Comprendre le saphir teal en trois minutes
Le saphir teal est avant tout un saphir : la même espèce minérale que le saphir bleu, le corindon (oxyde d’aluminium), dont seule la couleur varie. Son nom vient de l’anglais teal, la sarcelle — un canard dont le plumage arbore ce même bleu-vert profond. Là où le saphir bleu doit sa teinte au fer et au titane, le teal naît d’un dosage particulier de ces mêmes éléments, qui bascule la couleur vers le vert.
Sa dureté de 9/10 en fait l’une des pierres les plus résistantes qui existent, juste derrière le diamant. Concrètement : il ne se raye pas au contact des objets du quotidien, supporte les chocs et ne craint pas l’eau — un atout décisif pour une bague de fiançailles portée tous les jours, bien plus qu’une émeraude, plus fragile. Autre particularité : le saphir teal est souvent pléochroïque, c’est-à-dire qu’il peut révéler des nuances légèrement différentes selon l’angle — un peu plus bleu d’un côté, un peu plus vert de l’autre. Loin d’être un défaut, ce jeu de lumière fait partie de son charme.
Le saphir teal est une alternative moderne au diamant comme au saphir bleu classique. Sa couleur unique et sa relative accessibilité en ont fait, en quelques saisons, l’une des pierres les plus demandées en joaillerie contemporaine — sans jamais renier la noblesse et la solidité qui font la réputation du saphir depuis des siècles.
Les origines qui font la différence
Contrairement au saphir bleu, le teal n’a pas de « Cachemire ». Ici, ce n’est pas tant le prestige de l’origine qui compte que la signature de couleur qu’elle imprime à la pierre. Quatre grandes régions dominent le marché.
Le teal lumineux
« L’île aux gemmes » livre des teal parmi les plus lumineux et transparents, au cristal éclatant. Des teintes bleu-vert équilibrées qui séduisent les amateurs de pierres vives. Une part est chauffée.
L’équilibre accessible
Source récente, abondante et variée. Madagascar produit des teal vibrants et bien équilibrés à des prix particulièrement accessibles. Souvent le meilleur rapport qualité-prix du marché.
Le favori des connaisseurs
Des teal doux, terreux, légèrement grisés, au caractère « mousseux » très recherché — et fréquemment non chauffés. Une provenance qui bénéficie d’une prime, notamment aux États-Unis.
Les tons profonds
L’Australie, riche en fer, donne des teal plus sombres et franchement verts, socle d’une grande partie du teal commercial. Le Nigeria et la Tanzanie apportent des teintes « pétrole » profondes et saturées.

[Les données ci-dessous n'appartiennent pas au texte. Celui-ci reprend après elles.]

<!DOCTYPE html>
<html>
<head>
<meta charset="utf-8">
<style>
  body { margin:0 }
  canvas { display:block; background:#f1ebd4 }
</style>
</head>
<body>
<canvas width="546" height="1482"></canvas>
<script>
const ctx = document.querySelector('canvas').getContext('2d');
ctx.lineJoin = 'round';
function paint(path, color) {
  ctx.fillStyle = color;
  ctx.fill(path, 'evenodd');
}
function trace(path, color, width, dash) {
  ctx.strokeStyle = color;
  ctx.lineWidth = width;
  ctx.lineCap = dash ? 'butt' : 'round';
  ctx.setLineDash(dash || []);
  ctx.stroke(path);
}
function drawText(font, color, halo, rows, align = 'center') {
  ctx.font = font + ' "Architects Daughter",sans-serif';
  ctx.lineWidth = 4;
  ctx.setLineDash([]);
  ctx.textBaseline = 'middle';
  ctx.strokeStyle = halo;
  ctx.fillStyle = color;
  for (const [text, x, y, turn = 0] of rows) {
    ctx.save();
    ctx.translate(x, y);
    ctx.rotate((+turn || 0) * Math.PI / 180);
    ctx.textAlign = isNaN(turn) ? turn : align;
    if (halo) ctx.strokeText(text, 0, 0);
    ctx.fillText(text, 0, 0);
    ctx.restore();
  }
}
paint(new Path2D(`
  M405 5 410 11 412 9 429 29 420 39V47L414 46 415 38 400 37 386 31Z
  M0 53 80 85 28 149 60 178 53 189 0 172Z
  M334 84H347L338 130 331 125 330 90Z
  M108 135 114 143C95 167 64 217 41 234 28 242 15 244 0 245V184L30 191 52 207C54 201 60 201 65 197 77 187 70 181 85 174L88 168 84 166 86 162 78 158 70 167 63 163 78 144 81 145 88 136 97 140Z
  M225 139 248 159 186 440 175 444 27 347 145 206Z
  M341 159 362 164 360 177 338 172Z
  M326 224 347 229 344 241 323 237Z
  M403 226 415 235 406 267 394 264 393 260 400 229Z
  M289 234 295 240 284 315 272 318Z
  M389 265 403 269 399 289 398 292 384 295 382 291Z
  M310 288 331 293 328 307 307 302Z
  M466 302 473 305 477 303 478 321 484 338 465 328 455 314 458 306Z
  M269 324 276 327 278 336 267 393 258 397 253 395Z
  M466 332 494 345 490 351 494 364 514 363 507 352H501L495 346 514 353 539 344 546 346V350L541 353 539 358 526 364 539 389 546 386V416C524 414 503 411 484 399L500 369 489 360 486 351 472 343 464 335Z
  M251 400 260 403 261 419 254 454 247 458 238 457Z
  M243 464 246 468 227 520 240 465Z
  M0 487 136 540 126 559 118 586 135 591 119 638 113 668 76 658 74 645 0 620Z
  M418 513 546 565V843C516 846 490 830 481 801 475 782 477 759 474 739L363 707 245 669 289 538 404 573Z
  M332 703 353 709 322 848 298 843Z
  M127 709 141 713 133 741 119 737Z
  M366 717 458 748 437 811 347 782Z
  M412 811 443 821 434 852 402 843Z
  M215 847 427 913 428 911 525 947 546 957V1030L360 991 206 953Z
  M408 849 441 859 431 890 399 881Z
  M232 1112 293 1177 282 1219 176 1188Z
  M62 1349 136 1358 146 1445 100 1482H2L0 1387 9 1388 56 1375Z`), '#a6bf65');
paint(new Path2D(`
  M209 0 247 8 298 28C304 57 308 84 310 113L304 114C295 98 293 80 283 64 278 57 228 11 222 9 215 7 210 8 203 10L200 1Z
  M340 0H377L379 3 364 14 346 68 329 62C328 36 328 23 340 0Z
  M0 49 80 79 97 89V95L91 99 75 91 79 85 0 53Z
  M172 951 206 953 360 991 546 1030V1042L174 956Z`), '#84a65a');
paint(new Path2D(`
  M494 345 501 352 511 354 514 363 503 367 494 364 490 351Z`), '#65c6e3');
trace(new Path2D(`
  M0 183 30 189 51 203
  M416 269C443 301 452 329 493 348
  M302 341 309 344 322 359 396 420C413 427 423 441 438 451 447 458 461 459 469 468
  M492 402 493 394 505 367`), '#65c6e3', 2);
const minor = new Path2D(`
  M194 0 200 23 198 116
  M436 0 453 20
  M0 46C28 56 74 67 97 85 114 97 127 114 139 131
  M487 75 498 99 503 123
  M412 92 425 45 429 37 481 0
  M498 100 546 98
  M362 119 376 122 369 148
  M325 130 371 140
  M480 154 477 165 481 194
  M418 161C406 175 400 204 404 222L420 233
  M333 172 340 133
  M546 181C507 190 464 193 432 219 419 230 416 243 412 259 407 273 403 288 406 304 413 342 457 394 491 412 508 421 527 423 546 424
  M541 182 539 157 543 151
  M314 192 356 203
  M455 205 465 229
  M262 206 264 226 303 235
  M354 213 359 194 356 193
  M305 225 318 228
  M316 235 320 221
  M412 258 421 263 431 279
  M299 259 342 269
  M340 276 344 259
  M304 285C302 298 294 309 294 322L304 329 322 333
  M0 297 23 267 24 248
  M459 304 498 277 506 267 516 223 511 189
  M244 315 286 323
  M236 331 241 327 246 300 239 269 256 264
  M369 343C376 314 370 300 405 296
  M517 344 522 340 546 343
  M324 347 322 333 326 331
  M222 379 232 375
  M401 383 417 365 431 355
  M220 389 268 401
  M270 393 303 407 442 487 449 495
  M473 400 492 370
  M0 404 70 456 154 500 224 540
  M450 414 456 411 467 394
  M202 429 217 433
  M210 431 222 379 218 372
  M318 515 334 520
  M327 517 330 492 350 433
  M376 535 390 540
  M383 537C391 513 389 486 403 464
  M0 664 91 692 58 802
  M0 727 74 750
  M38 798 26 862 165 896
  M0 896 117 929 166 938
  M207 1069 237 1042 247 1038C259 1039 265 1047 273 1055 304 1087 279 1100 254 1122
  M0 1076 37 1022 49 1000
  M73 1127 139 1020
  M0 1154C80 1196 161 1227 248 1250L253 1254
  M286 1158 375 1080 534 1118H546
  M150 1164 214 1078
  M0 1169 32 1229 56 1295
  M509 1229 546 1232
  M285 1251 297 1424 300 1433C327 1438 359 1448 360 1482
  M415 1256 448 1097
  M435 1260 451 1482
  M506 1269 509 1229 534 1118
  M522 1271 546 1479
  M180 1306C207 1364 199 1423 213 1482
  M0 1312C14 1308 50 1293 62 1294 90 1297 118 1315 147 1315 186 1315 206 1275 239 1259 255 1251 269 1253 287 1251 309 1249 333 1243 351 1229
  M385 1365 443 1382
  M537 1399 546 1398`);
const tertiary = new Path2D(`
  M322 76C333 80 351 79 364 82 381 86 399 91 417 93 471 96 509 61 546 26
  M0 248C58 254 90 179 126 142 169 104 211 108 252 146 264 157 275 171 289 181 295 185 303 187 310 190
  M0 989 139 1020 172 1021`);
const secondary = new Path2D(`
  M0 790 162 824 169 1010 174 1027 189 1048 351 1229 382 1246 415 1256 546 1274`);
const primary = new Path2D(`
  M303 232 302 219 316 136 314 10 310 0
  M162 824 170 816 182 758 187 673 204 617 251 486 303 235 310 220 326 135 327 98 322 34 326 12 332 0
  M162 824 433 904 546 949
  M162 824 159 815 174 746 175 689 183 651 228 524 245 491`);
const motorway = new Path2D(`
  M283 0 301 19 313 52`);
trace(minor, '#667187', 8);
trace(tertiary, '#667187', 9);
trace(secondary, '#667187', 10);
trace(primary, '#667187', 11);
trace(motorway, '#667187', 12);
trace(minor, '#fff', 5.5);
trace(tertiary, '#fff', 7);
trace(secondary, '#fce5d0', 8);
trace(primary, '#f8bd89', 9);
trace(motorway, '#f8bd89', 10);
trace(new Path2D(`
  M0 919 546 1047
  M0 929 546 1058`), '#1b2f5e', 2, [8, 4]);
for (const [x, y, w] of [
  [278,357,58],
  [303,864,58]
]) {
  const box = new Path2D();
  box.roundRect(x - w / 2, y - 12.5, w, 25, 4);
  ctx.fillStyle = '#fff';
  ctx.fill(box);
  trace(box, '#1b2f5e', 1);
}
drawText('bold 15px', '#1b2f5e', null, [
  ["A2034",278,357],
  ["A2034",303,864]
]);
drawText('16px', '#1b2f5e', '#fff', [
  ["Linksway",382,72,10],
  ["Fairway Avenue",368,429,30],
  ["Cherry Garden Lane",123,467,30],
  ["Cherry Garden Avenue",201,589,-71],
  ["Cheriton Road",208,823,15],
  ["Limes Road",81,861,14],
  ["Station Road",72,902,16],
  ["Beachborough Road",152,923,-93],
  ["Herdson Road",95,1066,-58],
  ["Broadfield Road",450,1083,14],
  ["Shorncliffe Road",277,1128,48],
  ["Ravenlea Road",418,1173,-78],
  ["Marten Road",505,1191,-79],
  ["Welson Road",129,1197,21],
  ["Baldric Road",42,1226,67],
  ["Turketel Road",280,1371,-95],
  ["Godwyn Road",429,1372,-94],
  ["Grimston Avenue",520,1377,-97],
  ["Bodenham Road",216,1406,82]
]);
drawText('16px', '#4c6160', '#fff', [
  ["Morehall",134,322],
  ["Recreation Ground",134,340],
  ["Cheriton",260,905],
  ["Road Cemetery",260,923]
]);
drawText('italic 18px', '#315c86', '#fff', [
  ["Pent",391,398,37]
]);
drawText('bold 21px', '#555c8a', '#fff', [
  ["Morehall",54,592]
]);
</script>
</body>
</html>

Contrairement au « rouge pigeon » du rubis, « teal » n’est pas une qualification stricte de laboratoire : c’est un nom que le marché a inventé pour désigner un bleu-vert équilibré. Les sous-appellations « mermaid », « lagon » ou « peacock » relèvent du langage commercial, pas d’un standard figé. D’où l’importance de regarder la pierre elle-même, en lumière du jour, plutôt que l’étiquette qui l’accompagne.
Les 4 critères qui font le prix
Comme pour tout saphir, la valeur d’un teal se lit à travers quelques critères clés. Mais ici, un facteur supplémentaire entre en jeu : l’équilibre exact entre le bleu et le vert, qui prime sur presque tout le reste.

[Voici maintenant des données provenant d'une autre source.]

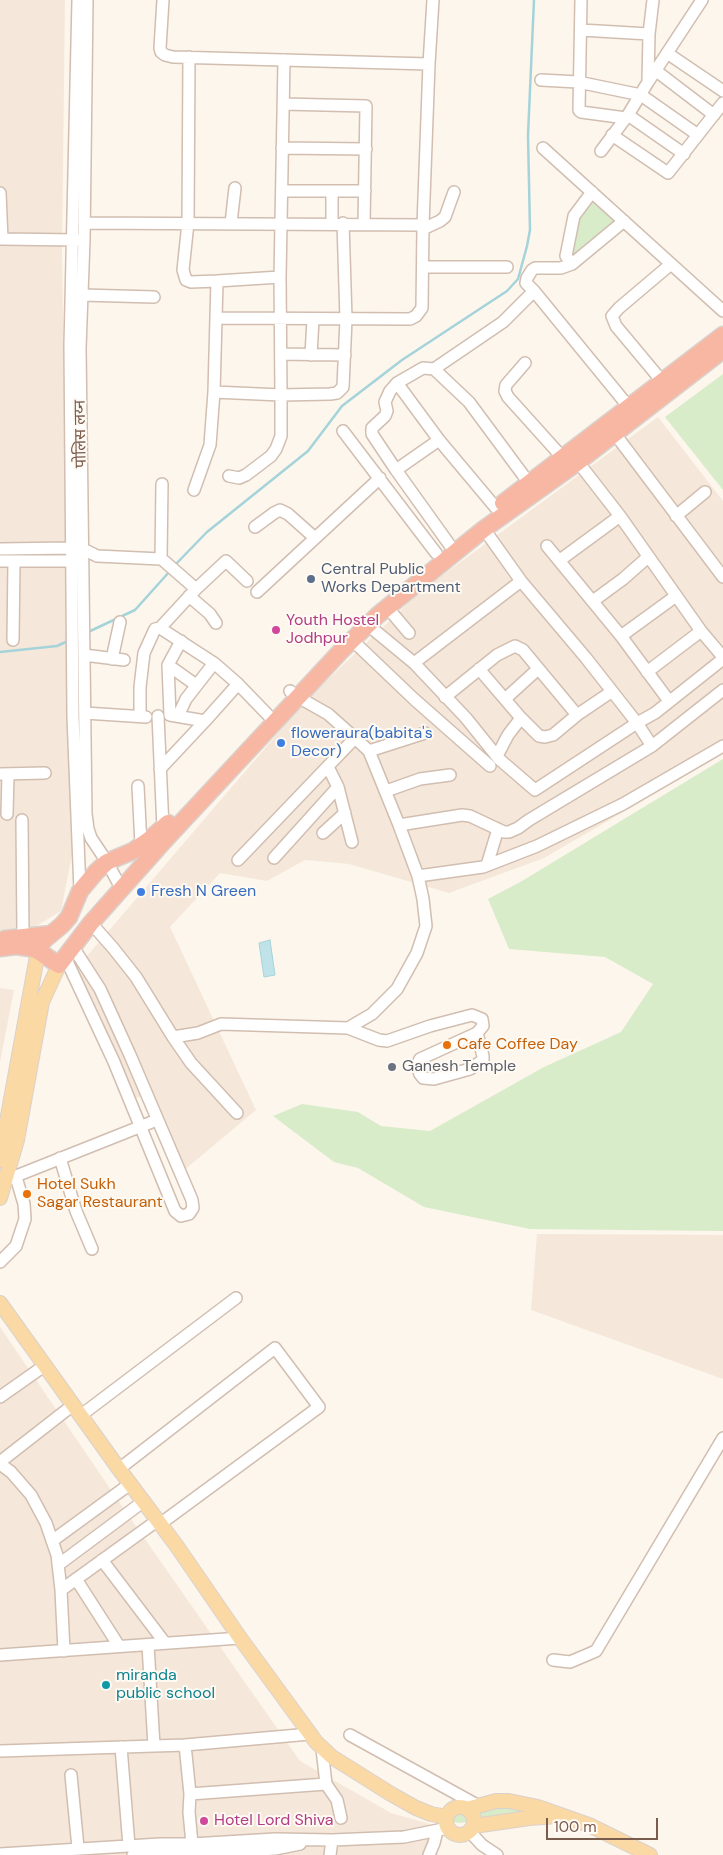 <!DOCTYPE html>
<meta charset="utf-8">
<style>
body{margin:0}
#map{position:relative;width:723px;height:1855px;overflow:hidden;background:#fdf6ec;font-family:"DM Sans",sans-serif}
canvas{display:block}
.scale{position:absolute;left:546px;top:1818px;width:112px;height:22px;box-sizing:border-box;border:2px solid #7a5c4d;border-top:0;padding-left:6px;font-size:15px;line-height:18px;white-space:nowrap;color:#7a5c4d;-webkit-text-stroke:4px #fffaf3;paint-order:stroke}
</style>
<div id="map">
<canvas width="723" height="1855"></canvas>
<div class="scale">100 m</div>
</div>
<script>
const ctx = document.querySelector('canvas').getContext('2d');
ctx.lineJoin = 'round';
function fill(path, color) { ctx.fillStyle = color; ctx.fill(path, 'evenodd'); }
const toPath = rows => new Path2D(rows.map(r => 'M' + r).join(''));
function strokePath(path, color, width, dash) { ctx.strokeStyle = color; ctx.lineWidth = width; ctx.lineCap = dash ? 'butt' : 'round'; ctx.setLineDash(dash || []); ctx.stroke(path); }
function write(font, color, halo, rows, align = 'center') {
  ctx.font = font + ' "DM Sans","Noto Sans Devanagari",sans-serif'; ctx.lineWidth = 4; ctx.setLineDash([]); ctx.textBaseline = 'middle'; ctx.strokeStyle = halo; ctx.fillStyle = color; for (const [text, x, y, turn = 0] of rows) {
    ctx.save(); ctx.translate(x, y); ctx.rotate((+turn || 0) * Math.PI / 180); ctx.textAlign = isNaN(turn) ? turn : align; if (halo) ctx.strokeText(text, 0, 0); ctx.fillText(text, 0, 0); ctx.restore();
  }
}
const residential = toPath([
 [0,0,65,0,62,255,72,855,61,911,0,948],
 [658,417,723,501,723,754,544,858,449,893,349,864,305,860,267,881,220,873,170,927,256,1110,182,1172,151,1098,130,1097,76,969,308,698,421,591],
 [0,988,14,990,0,1062],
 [537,1234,723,1235,723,1379,531,1310],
 [0,1327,126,1512,300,1761,391,1813,430,1824,438,1855,0,1855]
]);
const green = toPath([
 [592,198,618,220,574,258,571,257,576,221],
 [723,374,723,490,665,417],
 [723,759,723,1231,530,1229,424,1207,358,1168,334,1162,273,1116,302,1104,358,1112,381,1126,430,1131,544,1067,621,1032,653,984,605,957,509,949,488,899,522,881],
 [513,1803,532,1813,460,1823,452,1822,446,1818,455,1812]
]);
const water = toPath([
 [270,940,275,975,264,977,259,943,270,940]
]);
const stream = toPath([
 [174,566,207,532,308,451,342,406,402,360,507,291,518,279,527,246,530,230,528,135,534,0],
 [86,633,135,610,170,571],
 [0,652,57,646,70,640]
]);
const minor = toPath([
 [78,0,70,345,73,717,80,891],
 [87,0,84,240,80,348,86,814,88,829,91,838,107,862,121,888],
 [581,0,579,110,581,112,626,118],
 [581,30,649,34],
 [667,53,723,91],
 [189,57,188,223,183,270,186,280,191,282,217,281,214,392,281,395,280,277,284,60],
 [429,64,433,0],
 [655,70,714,115],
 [541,80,578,82,641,95,698,135],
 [648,80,649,34,653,0],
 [283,104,366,106,364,224],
 [628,115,684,154],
 [612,135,668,173,723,103],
 [282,148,366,149],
 [543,148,723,311],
 [601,151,628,115,648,82,702,0],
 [282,191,365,191],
 [0,193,2,239],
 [84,223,423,225,429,64,173,57,165,55,161,52,160,48,163,0],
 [231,223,235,188],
 [332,224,332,191],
 [423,229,440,221,445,217,454,192],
 [0,239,78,240],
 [572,264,566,256,574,216,592,192],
 [423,267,507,267],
 [217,281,280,277],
 [534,291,526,283,527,278,532,270,535,268,561,268,572,264,624,221],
 [82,295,154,297],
 [216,318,410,319,416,316,422,308,423,225],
 [281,354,345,355],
 [311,355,313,319],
 [525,363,506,385,505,391,508,397,562,457],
 [434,369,503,322,534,291,628,406],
 [661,380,616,326,612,316,619,308,671,264],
 [397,383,423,368,434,369,469,402,529,483],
 [343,431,436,553],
 [615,434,723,577],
 [439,440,496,508],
 [578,462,620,516,701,631,723,657],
 [396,470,439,440,397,383,390,391,385,402,387,411,385,416,372,428,372,434,396,470,449,544],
 [229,476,239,478,246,475,271,456,276,449,281,436,281,395,330,394,337,393,343,387,346,319,343,223],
 [194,490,210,445,214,392],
 [676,516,705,492],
 [255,527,274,513,280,510,288,514,315,538],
 [547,546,621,636,669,701],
 [0,549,72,548,83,549,97,556,161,559,164,561,196,589,160,628,214,663,238,684,268,715],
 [161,559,162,484],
 [560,560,620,516],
 [0,561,79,561],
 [521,581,586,658,637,723,652,746],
 [196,589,226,561,247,581],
 [257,592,380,478],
 [189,596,210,614,216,623],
 [593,601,623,579,648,557],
 [387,607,409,633],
 [368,625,414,663,466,718,499,759,535,790,637,723,655,713,723,659],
 [621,636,676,596],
 [13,640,14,561],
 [352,640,415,700,490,766],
 [181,641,168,665,170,715,205,721,238,684],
 [84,655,124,660],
 [112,659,120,622],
 [414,663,521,581,484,529],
 [168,665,196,685],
 [479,669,521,718,539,736,545,737,553,735,577,715],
 [647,672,701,631],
 [290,691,298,697,328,714,355,738],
 [445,697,497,655,515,646,523,650,577,715,611,692],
 [505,699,538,669],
 [85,713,146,717],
 [140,716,140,687,144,653,155,629,160,628],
 [158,716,163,828],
 [178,716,186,699,214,663],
 [369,751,425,733],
 [497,756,508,735,521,718],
 [328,767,338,787,352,842],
 [160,769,205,721],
 [0,774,45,773],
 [138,786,141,845],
 [386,791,420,779,450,775],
 [7,814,8,774],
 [22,820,23,936],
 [399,825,462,815,470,816,504,832,509,832,518,828,529,820,652,746,723,690],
 [323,833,345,813],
 [274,858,338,787],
 [238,860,355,738,369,751,399,825,418,876,423,899,426,926,417,953,397,989,372,1014,348,1028,379,1040,387,1041,430,1026,472,1015,482,1019,483,1026,477,1033,420,1059,417,1066,420,1074,423,1078,434,1079,470,1069,483,1060,483,1056,477,1033],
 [487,865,498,829],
 [418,876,483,867,537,846,623,804,723,746],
 [91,923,113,948,136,977,173,1037,191,1063,237,1113],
 [65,957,114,1062,175,1211,181,1216,189,1214,193,1208,192,1200,130,1055,100,989,73,947],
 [173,1037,198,1033,221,1024,348,1028],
 [60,1158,76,1211,92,1249],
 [6,1180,157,1120],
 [0,1262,16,1246,25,1219,24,1204,16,1177],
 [0,1397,44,1366],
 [80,1416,236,1298],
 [0,1462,73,1405],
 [0,1464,11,1472,31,1495,46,1523,57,1555,61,1590,64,1651],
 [119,1469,275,1348,319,1407,160,1524],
 [52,1541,130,1484],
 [102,1560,165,1643],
 [58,1565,144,1501],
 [76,1579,119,1646],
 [61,1590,158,1520],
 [148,1645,154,1746],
 [0,1655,240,1638],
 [553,1660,570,1662,596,1651,723,1438],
 [350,1735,477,1805],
 [185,1745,190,1794,189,1812,192,1844],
 [121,1747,129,1846],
 [322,1749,326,1784,337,1800,341,1818],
 [0,1751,185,1745,310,1734],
 [71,1775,78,1848],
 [190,1794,326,1784],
 [470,1832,482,1845,497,1855],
 [0,1854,160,1844,192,1844,275,1839,332,1840,404,1837,448,1828],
 [133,1855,194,1854,275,1849,300,1844],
 [330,1855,332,1840],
 [429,1855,434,1843,437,1831]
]);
const major = toPath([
 [0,1160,38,951],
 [0,1198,17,1140,42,1002,59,965],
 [0,1303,119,1469,176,1545,240,1638,316,1742,332,1757,391,1794,416,1808,431,1814,447,1817],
 '446 1821a14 14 0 1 1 28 0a14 14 0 1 1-28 0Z',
 [467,1809,496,1801,509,1801,538,1807,589,1825,650,1855],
 [474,1826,529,1818,557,1816]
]);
const highway = toPath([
 [503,503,723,335],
 [5,939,51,934],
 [0,948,16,946,30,948,38,951,59,965,91,923,165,840,340,652,378,615,484,529,578,462,723,350],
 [38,951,44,940,62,925,69,917,80,891,96,872,107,862,133,851,150,839,168,823]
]);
const markers = [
 [311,579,5,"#5c6f8a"],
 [276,630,5,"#d1479c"],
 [281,743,5,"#3f7fe0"],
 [141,892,5,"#3f7fe0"],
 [447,1045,5,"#e8710a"],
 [392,1067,5,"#6b7280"],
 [27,1194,5,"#e8710a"],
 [106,1685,5,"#0f9aa8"],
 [204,1821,5,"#d1479c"]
];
const streetNames = [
 ["पोलिस लय्न",81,434,-91]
];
const serviceNames = [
 ["Central Public",321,570],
 ["Works Department",321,588]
];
const hotelNames = [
 ["Youth Hostel",286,621],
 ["Jodhpur",286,639],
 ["Hotel Lord Shiva",214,1821]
];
const shopNames = [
 ["floweraura(babita's",291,734],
 ["Decor)",291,752],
 ["Fresh N Green",151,892]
];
const foodNames = [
 ["Cafe Coffee Day",457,1045],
 ["Hotel Sukh",37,1185],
 ["Sagar Restaurant",37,1203]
];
const worshipNames = [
 ["Ganesh Temple",402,1067]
];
const cultureNames = [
 ["miranda",116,1676],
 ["public school",116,1694]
];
fill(residential, '#f5e8da');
fill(green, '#d8ecc9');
fill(water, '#bfe3e8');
strokePath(water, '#a5d3da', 1);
strokePath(stream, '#a5d3da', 2.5);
strokePath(minor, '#d1beb0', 14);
strokePath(major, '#dad1cd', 16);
strokePath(highway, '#dad1cd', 19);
strokePath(minor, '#fff', 11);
strokePath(major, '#fbd9a5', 14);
strokePath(highway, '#f7b7a3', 16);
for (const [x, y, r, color] of markers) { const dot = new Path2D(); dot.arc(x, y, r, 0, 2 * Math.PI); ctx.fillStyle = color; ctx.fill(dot); strokePath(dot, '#fffaf3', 2); }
write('16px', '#7a5c4d', '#fffaf3', streetNames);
write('16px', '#4e5e75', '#fffaf3', serviceNames, 'left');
write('16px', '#b23c85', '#fffaf3', hotelNames, 'left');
write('16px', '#366cbe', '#fffaf3', shopNames, 'left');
write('16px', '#c56008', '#fffaf3', foodNames, 'left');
write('16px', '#5b616d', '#fffaf3', worshipNames, 'left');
write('16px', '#0d838f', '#fffaf3', cultureNames, 'left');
</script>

Le critère roi. Un bleu-vert vif, bien saturé et harmonieux — sans virer au sombre ni au grisâtre — vaut le plus. L’équilibre 50/50 « mermaid » est le plus prisé, mais la préférence reste personnelle.
Le saphir teal présente souvent quelques inclusions naturelles, discrètes, qui authentifient la pierre. Un teal parfaitement « propre » et très bon marché doit éveiller la méfiance : gare au synthétique.
Une taille bien pensée ravive la couleur et la brillance, et gère le pléochroïsme pour orienter la teinte souhaitée face à l’observateur. Le lapidaire arbitre entre poids conservé et plus belle couleur.
Les beaux teal restent rares dans les grandes tailles. Au-delà de 2 carats, le prix au carat grimpe nettement, surtout pour les pierres non chauffées à l’équilibre parfait.
Chaque saphir teal que nous proposons est accompagné d’un certificat de laboratoire indépendant (SSEF, GRS, ICA, Bellerophon…) attestant son origine, son traitement et ses caractéristiques. Notre sourcing en direct, sans intermédiaire, vous garantit la pierre à son juste prix.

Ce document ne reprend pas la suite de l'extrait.